• EXERCISE INSTRUCTIONS: Each line of the data holding "linecap" should be found and copied.

Segment Open

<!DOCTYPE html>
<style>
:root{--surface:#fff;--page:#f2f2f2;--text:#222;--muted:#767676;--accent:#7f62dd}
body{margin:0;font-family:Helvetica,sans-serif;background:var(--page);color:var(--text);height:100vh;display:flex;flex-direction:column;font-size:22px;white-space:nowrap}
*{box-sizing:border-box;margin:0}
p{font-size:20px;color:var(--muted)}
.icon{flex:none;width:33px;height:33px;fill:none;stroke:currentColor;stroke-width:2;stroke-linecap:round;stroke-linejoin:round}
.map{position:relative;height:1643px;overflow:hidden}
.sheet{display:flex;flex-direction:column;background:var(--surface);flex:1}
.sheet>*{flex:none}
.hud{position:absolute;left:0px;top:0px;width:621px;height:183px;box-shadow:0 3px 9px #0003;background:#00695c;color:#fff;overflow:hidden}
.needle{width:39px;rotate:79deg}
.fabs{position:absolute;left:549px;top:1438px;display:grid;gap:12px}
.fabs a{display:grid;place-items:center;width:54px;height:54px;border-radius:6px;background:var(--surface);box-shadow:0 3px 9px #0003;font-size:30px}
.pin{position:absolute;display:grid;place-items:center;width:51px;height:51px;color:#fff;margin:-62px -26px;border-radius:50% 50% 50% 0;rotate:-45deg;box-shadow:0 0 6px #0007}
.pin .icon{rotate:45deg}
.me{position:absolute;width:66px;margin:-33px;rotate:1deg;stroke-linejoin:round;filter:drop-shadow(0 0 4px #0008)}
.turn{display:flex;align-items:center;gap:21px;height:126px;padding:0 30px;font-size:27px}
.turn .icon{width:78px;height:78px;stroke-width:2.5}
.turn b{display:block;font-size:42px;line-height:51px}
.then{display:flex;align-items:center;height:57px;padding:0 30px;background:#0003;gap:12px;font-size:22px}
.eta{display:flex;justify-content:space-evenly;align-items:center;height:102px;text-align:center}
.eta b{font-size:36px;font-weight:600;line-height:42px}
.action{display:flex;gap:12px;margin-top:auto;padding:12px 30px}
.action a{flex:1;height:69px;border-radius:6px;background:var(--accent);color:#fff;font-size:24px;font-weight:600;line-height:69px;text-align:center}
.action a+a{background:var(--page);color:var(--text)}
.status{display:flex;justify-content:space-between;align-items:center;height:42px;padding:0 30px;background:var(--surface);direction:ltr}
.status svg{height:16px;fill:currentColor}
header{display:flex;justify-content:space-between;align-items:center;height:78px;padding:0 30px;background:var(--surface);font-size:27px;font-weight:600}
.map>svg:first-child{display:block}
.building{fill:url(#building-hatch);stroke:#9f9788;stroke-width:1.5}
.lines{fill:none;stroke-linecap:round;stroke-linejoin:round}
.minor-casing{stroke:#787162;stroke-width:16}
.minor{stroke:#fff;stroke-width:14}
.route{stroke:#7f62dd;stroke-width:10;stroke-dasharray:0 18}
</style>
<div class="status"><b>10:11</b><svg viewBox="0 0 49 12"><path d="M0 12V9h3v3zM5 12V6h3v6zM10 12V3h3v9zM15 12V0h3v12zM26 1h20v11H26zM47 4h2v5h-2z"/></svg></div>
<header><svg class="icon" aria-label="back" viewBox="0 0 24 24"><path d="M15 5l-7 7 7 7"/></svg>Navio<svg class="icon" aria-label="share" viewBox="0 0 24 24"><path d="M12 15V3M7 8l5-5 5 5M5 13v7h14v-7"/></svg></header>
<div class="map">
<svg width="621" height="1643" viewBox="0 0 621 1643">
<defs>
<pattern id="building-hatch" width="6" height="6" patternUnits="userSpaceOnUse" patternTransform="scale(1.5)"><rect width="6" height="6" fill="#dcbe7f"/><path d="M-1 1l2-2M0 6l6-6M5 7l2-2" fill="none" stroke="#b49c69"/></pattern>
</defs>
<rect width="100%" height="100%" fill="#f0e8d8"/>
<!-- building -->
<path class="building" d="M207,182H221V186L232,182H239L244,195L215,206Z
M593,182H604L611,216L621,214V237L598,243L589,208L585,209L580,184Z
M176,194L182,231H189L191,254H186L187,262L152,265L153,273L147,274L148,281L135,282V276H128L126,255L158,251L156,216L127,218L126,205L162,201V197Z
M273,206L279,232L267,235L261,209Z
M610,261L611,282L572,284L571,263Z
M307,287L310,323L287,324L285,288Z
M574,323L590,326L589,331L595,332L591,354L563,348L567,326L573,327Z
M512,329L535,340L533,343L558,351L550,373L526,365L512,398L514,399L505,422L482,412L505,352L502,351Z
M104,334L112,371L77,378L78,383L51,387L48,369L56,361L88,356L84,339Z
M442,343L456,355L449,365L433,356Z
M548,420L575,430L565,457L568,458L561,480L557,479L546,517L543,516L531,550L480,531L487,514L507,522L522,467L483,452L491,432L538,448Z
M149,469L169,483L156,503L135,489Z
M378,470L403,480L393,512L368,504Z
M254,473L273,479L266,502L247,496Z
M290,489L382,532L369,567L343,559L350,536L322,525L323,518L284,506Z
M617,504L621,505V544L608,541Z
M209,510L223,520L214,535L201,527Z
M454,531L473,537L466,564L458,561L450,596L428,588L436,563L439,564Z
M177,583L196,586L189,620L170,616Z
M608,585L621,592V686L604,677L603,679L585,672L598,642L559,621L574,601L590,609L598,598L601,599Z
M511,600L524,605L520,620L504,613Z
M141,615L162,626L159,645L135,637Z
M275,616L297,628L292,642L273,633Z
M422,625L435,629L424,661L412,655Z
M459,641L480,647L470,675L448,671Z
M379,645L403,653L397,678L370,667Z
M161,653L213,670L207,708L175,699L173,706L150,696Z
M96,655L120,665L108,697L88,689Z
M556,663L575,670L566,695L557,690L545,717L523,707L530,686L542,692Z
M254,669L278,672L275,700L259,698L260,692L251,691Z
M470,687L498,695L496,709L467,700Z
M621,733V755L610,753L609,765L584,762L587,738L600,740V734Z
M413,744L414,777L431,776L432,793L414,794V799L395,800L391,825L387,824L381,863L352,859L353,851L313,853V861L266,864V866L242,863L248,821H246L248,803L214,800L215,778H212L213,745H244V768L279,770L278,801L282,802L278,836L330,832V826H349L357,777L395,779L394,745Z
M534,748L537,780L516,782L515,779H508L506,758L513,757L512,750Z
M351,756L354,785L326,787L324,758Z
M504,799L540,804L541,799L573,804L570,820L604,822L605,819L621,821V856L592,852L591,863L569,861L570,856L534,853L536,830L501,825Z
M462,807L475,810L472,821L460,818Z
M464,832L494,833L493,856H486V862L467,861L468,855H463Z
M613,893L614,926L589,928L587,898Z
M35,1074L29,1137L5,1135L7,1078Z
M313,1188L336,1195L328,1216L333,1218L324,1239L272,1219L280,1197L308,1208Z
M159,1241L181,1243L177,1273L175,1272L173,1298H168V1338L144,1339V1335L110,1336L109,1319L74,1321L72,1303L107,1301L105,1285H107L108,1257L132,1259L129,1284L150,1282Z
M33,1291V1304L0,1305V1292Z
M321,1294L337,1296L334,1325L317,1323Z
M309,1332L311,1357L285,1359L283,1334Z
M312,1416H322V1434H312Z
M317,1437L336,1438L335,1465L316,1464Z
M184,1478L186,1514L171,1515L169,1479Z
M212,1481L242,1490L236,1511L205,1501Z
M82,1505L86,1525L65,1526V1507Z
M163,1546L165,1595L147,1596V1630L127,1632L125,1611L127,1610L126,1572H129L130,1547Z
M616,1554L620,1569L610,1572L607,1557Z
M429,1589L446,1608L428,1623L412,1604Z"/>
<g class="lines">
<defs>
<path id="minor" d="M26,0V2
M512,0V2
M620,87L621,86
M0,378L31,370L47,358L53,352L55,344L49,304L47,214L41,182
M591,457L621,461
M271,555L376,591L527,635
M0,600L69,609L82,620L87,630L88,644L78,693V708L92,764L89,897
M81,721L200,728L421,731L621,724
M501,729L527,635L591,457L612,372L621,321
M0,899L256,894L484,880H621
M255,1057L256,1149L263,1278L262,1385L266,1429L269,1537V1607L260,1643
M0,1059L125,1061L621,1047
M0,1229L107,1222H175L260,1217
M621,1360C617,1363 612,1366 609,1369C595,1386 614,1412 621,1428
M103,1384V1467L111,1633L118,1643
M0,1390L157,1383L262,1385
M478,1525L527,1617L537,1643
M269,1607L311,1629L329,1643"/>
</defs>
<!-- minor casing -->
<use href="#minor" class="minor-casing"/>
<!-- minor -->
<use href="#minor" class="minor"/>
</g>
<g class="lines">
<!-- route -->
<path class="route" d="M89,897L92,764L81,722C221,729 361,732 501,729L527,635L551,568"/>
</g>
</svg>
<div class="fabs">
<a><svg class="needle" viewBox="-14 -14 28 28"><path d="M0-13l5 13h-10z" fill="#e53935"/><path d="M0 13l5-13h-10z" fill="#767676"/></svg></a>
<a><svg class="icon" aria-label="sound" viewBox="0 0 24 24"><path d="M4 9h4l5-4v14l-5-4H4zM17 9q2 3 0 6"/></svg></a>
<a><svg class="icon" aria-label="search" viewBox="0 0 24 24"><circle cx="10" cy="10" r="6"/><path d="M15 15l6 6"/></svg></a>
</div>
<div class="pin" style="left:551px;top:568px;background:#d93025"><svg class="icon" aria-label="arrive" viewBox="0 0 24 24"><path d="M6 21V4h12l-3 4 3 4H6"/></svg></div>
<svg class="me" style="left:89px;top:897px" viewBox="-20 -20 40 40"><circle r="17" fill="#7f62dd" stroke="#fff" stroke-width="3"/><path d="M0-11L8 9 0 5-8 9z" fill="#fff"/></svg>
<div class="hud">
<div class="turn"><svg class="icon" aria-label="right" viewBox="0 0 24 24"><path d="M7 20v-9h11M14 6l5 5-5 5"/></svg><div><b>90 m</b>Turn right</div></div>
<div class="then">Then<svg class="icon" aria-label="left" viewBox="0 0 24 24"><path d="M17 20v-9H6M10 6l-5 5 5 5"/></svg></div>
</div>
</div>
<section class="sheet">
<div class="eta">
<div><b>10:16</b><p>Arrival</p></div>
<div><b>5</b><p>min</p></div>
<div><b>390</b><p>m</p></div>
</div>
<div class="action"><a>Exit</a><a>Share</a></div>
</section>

Segment Closed

• SOLVED PROBLEM:
.icon{flex:none;width:33px;height:33px;fill:none;stroke:currentColor;stroke-width:2;stroke-linecap:round;stroke-linejoin:round}
.lines{fill:none;stroke-linecap:round;stroke-linejoin:round}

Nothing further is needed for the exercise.